Le troisième mécanicien, qui savait comment couper l'alimentation électrique, a cru qu'il convenait de placer les interrupteurs à la position « OFF » afin de procéder à la vérification des batteries. La façon de procéder ne lui était apparemment pas familière et, surtout, il n'avait nullement été question, dans ses entretiens avec le chef mécanicien, de la méthode usuellement employée. Cette lacune a pu avoir des conséquences d'autant plus fâcheuses que les équipages sont souvent transférés d'un navire à un autre.

Le capitaine avait une décision déterminante et difficile à prendre : devait-il se servir du dispositif auxiliaire pour faire changer le navire de direction et l'éloigner du récif, ou immobiliser le « MAYNE QUEEN » avant qu'il ne s'échoue. En manoeuvrant les propulseurs en L à l'aveuglette, sans connaître leur orientation, il risquait de lancer le navire à vive allure sur les hauts-fonds, alors qu'il n'avait guère de place pour manoeuvrer et qu'il disposait de peu de temps pour observer la réponse du navire. On estime que le capitaine a pris la bonne décision, dans les circonstances, en débrayant les propulseurs en L et en mouillant les deux ancres pour réduire la vitesse.

Faits établis

  1. L'alimentation électrique du système de gouverne a été coupée alors que le navire, faisant route, venait sur bâbord, parce que deux interrupteurs du circuit d'alimentation électrique ont été actionnés de façon intempestive par le troisième mécanicien pendant une vérification hebdomadaire des batteries.
  2. La façon de procéder pour vérifier les batteries sur le « MAYNE QUEEN » n'était pas familière au troisième mécanicien.
  3. Le navire, incapable de gouverner, a abattu à bâbord et s'est échoué sur un récif voisin.
  4. Le capitaine a tenté d'éviter l'échouement en arrêtant les unités de propulsion et en mouillant les ancres. C'était probablement le meilleur parti à prendre dans les circonstances.
  5. Toutes les mesures prises par le capitaine, l'équipage et le propriétaire, de l'échouement jusqu'au renflouement, ont été judicieuses et opportunes.
  6. Les unités de propulsion du traversier ont été lourdement endommagées.
  7. Le personnel du navire s'est occupé des passagers et les a tenus au courant de l'évolution de la situation.

Causes et facteurs contributifs

Le « MAYNE QUEEN » a abattu à bâbord et s'est engagé sur des hauts-fonds à cause d'une panne des moyens de gouverne.
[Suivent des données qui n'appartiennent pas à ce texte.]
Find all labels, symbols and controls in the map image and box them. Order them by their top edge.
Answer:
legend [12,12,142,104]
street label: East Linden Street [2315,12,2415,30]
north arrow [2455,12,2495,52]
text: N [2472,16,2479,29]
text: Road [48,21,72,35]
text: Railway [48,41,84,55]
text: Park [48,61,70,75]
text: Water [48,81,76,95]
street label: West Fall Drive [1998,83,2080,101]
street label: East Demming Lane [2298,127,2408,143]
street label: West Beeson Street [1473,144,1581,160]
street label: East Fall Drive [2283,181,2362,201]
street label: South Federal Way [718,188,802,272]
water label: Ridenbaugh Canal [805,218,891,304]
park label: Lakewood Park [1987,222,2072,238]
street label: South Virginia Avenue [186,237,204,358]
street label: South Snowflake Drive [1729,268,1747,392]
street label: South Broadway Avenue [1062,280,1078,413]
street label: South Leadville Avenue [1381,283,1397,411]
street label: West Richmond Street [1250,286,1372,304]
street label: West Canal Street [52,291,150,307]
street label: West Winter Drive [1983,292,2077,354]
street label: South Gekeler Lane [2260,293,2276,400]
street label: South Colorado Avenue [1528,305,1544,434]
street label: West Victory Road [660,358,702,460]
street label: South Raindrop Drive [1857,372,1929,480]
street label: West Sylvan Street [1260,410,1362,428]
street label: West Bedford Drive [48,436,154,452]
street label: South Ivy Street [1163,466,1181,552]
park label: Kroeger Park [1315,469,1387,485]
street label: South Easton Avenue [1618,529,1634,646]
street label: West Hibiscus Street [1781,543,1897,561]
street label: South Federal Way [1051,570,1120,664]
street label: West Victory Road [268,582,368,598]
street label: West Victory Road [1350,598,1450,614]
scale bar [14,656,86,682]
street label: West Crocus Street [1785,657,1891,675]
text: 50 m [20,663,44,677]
Même en débrayant les propulseurs en L et en mouillant l'ancre de bossoir et l'ancre de croupiat, il a été impossible d'éviter l'échouement.
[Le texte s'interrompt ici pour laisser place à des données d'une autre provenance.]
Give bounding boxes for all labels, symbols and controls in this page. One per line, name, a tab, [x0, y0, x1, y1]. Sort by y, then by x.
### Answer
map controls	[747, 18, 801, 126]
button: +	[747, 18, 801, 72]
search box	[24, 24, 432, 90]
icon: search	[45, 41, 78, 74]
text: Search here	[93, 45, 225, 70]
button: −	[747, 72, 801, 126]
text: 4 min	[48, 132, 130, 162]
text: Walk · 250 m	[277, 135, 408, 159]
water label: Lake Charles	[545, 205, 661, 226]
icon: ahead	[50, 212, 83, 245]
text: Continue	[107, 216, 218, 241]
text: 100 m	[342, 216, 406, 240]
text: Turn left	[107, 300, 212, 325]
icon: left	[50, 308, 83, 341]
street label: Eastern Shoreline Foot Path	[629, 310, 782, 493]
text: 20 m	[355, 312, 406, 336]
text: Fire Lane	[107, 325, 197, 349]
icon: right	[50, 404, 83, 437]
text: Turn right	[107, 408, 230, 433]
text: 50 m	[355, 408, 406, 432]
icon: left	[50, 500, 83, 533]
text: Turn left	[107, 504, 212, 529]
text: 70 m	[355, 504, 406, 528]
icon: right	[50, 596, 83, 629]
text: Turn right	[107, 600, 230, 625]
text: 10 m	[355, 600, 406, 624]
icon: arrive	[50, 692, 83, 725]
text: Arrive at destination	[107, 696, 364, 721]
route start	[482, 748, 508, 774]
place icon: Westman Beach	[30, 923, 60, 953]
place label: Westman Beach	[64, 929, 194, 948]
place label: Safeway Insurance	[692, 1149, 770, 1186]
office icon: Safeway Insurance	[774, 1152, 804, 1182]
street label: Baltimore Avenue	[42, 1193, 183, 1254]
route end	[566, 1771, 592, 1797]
La panne de direction est survenue parce que l'alimentation électrique du système principal de commande de la direction a été coupée pendant une vérification courante des batteries alimentant le dispositif de commande. Le troisième mécanicien, qui est intervenu dans la vérification à l'insu du chef mécanicien, ne connaissait pas suffisamment la procédure de vérification des batteries.
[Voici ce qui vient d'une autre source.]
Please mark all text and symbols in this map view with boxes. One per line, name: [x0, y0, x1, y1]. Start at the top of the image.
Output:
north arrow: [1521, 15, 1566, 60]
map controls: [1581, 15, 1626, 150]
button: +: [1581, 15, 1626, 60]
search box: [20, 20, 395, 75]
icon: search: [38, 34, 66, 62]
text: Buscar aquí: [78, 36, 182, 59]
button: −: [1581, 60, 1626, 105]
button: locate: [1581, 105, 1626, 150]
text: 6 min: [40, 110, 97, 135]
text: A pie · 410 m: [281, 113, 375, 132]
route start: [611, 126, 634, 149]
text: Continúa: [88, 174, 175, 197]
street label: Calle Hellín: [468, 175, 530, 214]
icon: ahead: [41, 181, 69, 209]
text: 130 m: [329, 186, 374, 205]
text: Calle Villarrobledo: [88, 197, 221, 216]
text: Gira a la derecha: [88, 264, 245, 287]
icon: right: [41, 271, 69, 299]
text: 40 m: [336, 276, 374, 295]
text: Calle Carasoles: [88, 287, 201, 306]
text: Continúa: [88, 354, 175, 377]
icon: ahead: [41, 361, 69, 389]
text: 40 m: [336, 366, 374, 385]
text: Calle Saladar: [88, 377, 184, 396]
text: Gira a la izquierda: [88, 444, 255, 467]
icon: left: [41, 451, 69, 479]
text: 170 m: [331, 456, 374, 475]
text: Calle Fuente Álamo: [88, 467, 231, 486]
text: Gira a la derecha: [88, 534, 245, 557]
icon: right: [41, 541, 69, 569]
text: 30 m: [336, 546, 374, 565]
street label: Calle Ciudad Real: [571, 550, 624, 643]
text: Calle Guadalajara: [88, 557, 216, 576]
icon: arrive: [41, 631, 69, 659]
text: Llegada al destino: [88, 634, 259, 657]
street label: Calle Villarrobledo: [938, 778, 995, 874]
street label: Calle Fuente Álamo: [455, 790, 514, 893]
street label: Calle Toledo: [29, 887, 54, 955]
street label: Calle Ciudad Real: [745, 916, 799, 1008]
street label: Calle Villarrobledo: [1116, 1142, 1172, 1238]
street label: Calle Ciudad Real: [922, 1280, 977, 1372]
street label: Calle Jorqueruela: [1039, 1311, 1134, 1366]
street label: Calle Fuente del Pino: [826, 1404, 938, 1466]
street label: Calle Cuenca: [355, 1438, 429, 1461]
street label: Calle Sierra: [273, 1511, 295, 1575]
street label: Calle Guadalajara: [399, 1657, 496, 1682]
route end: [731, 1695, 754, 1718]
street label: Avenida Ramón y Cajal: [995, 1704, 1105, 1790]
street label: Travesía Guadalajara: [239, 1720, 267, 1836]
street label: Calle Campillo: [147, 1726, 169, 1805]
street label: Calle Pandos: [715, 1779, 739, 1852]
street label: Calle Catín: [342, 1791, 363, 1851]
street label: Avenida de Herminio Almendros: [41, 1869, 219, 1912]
Mesures de sécurité prises

Après l'accident, le propriétaire a modifié les interrupteurs et le mode opératoire pour la vérification des batteries à bord du « MAYNE QUEEN » et du « BOWEN QUEEN » :

  • chacun des deux interrupteurs principaux est désormais muni d'un verrou;
  • des étiquettes rouges portant des avertissements sont placées près des interrupteurs;
  • une clé de réserve du local des batteries est placée près de la porte dans un coffret vitré;
  • les vérifications des batteries se font désormais à quai;
  • des indicateurs ont été reliés au dispositif de commande auxiliaire des propulseurs en L.

Le présent rapport met fin à l'enquête du Bureau de la sécurité des transports sur cet accident. La publication de ce rapport a été autorisée le 7 août 1997 par le Bureau, qui est composé du président, Benoît Bouchard, et des membres, Maurice Harquail, Charles Simpson et W.A. Tadros.


[1]  Les heures sont exprimées en HAP (Temps universel coordonné [UTC] moins sept heures), sauf indication contraire.